> **Your objective**
State how many lines in the listing below include the word "tools", and add nothing besides the number.

> **Supplied data**
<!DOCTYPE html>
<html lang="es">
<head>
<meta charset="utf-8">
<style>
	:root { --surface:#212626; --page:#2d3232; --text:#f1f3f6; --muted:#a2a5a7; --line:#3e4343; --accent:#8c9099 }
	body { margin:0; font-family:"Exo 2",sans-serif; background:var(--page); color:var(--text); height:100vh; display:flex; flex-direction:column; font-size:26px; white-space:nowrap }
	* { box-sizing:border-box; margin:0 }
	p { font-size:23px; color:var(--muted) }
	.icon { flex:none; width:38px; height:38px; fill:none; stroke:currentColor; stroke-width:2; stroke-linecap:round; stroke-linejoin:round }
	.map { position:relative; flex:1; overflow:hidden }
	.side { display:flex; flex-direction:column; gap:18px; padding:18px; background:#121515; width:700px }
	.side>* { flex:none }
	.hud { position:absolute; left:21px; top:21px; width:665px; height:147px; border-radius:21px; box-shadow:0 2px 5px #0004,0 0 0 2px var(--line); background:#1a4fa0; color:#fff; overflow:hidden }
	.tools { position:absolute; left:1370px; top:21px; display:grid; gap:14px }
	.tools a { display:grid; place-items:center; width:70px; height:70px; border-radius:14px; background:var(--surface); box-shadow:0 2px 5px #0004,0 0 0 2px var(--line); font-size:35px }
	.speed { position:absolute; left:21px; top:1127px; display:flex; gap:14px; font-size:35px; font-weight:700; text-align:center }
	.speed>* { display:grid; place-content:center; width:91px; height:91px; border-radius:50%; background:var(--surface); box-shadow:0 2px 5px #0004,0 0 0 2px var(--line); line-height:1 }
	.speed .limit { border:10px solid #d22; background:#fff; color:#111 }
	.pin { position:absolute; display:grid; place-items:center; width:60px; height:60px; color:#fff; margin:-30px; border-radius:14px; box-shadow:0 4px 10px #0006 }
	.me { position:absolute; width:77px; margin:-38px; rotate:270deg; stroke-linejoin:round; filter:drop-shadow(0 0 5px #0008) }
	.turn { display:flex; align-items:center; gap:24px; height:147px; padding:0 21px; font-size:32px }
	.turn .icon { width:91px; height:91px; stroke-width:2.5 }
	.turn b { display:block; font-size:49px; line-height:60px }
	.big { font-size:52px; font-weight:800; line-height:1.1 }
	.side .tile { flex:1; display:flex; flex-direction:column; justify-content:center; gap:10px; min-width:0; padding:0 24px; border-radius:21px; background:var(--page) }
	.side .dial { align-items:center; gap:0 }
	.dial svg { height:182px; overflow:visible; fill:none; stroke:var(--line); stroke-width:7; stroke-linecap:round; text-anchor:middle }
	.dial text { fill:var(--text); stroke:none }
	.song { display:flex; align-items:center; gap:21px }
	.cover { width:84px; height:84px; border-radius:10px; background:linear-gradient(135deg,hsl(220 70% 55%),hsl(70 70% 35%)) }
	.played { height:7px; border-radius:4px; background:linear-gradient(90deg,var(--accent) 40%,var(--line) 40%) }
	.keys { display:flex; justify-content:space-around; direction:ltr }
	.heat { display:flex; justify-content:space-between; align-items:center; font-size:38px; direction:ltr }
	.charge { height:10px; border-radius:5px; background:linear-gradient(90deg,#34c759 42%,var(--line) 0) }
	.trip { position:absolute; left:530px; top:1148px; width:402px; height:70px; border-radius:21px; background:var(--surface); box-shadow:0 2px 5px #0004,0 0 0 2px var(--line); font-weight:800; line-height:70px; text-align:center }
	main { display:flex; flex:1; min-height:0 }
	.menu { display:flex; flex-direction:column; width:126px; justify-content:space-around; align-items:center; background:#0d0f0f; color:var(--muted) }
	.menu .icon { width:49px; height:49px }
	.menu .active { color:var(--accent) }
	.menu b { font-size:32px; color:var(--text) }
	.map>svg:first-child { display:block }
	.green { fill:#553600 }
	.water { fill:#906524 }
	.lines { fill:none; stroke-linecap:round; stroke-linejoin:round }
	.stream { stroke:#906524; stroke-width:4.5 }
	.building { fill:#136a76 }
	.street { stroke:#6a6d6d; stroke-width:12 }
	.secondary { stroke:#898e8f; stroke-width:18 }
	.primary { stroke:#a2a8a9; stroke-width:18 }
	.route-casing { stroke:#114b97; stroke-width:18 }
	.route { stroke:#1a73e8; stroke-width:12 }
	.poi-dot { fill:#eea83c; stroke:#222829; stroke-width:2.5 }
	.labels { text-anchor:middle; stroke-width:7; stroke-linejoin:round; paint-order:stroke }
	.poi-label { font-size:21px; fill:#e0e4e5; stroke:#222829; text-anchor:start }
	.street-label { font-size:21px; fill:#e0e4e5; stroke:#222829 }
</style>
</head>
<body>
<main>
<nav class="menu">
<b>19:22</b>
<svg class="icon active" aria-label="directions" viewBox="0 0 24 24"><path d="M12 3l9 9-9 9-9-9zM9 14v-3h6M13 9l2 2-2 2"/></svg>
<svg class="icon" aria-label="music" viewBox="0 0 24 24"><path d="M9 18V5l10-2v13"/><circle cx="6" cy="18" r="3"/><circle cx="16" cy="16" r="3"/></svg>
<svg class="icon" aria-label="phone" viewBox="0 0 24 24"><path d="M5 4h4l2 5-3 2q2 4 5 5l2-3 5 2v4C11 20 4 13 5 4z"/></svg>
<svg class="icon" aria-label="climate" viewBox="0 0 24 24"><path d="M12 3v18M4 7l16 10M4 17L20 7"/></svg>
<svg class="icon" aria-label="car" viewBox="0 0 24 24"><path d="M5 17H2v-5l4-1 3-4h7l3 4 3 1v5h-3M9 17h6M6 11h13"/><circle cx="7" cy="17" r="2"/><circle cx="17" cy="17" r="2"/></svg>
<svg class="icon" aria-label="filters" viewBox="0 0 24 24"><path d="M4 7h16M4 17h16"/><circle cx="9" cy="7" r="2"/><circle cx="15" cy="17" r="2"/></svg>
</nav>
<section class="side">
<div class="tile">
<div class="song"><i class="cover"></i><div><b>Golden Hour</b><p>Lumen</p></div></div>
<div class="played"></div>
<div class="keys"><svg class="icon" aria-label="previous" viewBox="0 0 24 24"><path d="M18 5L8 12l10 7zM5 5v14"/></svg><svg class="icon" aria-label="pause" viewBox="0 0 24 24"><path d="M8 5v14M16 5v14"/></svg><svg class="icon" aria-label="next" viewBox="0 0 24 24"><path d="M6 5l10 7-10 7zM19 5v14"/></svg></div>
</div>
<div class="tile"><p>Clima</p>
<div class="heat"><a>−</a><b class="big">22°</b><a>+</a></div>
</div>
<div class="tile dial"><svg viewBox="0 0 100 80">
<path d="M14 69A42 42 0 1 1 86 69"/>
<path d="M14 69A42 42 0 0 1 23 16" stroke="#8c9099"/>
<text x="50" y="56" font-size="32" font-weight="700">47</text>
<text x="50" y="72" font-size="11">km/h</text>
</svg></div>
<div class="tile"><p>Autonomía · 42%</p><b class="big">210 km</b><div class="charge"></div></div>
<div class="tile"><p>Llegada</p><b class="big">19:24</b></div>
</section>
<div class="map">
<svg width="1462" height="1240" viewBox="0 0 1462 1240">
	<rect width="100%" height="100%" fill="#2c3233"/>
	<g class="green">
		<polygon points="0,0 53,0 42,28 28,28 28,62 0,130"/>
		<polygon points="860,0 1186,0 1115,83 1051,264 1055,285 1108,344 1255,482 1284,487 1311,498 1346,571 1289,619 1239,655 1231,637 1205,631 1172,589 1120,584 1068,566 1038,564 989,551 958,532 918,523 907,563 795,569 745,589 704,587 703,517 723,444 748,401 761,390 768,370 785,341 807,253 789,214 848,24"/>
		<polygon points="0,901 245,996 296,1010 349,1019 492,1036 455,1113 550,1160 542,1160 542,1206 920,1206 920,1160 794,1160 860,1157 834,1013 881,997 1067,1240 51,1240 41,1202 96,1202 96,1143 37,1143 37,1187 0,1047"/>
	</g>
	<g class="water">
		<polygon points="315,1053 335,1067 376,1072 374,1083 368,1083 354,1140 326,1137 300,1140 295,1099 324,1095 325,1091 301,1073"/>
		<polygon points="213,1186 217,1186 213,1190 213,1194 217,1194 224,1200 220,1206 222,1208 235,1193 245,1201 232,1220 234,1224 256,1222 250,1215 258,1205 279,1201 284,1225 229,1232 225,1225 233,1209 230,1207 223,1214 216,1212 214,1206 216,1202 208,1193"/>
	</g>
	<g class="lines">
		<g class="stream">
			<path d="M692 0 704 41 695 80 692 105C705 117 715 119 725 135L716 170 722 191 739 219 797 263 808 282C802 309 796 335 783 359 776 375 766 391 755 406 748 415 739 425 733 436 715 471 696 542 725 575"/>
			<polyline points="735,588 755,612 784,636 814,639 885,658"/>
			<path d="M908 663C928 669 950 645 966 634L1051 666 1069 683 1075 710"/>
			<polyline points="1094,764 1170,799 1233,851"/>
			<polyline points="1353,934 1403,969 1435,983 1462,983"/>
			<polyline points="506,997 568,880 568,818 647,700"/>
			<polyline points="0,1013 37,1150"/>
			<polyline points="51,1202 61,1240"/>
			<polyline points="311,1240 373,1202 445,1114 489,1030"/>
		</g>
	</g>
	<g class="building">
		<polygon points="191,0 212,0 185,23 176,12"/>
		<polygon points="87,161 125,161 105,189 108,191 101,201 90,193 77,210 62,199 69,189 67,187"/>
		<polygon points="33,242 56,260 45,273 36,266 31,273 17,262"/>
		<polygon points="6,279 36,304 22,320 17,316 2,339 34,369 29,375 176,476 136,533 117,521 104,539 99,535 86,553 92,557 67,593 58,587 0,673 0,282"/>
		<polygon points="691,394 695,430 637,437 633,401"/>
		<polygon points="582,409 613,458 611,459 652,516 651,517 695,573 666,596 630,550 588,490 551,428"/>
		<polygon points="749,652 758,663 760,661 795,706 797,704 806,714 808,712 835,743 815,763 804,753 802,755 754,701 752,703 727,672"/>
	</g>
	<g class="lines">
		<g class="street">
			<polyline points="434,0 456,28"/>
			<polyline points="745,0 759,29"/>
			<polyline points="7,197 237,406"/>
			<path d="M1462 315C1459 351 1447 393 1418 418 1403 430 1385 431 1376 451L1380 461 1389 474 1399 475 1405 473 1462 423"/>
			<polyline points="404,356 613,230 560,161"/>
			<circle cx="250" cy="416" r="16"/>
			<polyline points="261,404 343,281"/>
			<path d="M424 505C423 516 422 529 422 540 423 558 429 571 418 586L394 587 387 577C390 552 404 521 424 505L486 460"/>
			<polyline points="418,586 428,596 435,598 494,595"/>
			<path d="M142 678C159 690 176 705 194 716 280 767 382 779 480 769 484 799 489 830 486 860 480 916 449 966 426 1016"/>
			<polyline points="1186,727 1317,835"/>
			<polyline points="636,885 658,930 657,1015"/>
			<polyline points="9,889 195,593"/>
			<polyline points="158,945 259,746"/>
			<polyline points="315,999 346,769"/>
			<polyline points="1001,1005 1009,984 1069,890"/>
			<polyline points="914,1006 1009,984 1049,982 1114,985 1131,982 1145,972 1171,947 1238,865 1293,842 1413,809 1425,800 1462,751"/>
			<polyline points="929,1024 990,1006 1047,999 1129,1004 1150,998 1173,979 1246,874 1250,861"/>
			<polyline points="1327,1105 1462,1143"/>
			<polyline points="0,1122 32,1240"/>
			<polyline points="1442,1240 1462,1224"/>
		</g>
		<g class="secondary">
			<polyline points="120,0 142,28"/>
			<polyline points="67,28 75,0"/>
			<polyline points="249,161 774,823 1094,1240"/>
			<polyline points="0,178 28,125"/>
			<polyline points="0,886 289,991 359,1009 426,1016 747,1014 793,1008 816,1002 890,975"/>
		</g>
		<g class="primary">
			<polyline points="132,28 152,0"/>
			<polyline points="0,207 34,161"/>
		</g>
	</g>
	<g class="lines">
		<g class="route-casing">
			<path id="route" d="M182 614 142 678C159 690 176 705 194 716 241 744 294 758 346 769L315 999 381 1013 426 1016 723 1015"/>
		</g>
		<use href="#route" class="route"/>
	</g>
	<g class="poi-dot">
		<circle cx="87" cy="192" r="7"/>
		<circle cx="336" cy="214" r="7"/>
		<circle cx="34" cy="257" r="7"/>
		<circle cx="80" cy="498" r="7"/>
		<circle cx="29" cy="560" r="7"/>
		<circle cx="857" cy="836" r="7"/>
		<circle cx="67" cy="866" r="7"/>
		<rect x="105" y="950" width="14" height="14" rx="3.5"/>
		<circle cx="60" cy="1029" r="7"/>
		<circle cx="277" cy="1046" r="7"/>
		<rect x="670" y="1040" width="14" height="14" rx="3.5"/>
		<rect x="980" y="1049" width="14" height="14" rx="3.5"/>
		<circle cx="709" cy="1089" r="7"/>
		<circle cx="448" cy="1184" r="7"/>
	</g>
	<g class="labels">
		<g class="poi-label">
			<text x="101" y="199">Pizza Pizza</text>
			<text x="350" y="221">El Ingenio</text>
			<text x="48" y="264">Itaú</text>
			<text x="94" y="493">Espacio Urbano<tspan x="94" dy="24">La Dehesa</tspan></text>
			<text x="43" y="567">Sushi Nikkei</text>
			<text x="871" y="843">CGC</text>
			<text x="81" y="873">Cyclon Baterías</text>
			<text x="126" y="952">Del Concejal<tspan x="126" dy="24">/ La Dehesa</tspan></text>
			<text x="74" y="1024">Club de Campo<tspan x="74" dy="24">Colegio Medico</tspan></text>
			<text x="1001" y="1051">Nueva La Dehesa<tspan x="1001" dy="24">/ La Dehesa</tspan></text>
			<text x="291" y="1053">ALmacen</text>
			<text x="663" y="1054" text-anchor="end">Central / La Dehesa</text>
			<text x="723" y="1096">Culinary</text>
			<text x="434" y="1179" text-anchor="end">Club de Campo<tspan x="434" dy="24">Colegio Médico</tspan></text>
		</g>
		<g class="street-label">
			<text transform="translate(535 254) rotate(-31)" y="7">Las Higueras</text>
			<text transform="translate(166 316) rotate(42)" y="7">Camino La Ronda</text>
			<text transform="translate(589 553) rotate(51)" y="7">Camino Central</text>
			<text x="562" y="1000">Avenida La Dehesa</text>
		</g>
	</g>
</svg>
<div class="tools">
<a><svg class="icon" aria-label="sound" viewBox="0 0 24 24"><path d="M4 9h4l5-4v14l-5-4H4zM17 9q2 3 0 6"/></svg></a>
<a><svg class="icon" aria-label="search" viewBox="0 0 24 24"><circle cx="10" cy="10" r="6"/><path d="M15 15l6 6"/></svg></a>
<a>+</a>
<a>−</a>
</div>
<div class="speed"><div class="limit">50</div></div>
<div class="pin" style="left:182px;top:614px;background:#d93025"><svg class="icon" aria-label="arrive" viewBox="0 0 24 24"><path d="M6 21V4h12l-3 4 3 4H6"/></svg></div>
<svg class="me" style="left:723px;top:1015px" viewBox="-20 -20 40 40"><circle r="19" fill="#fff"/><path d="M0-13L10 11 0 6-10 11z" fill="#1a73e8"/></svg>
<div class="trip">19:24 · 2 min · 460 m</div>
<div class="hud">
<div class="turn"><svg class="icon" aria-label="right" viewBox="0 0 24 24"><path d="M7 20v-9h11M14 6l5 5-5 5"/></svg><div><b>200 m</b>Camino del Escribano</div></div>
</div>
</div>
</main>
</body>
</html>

> **Response for this exercise**
3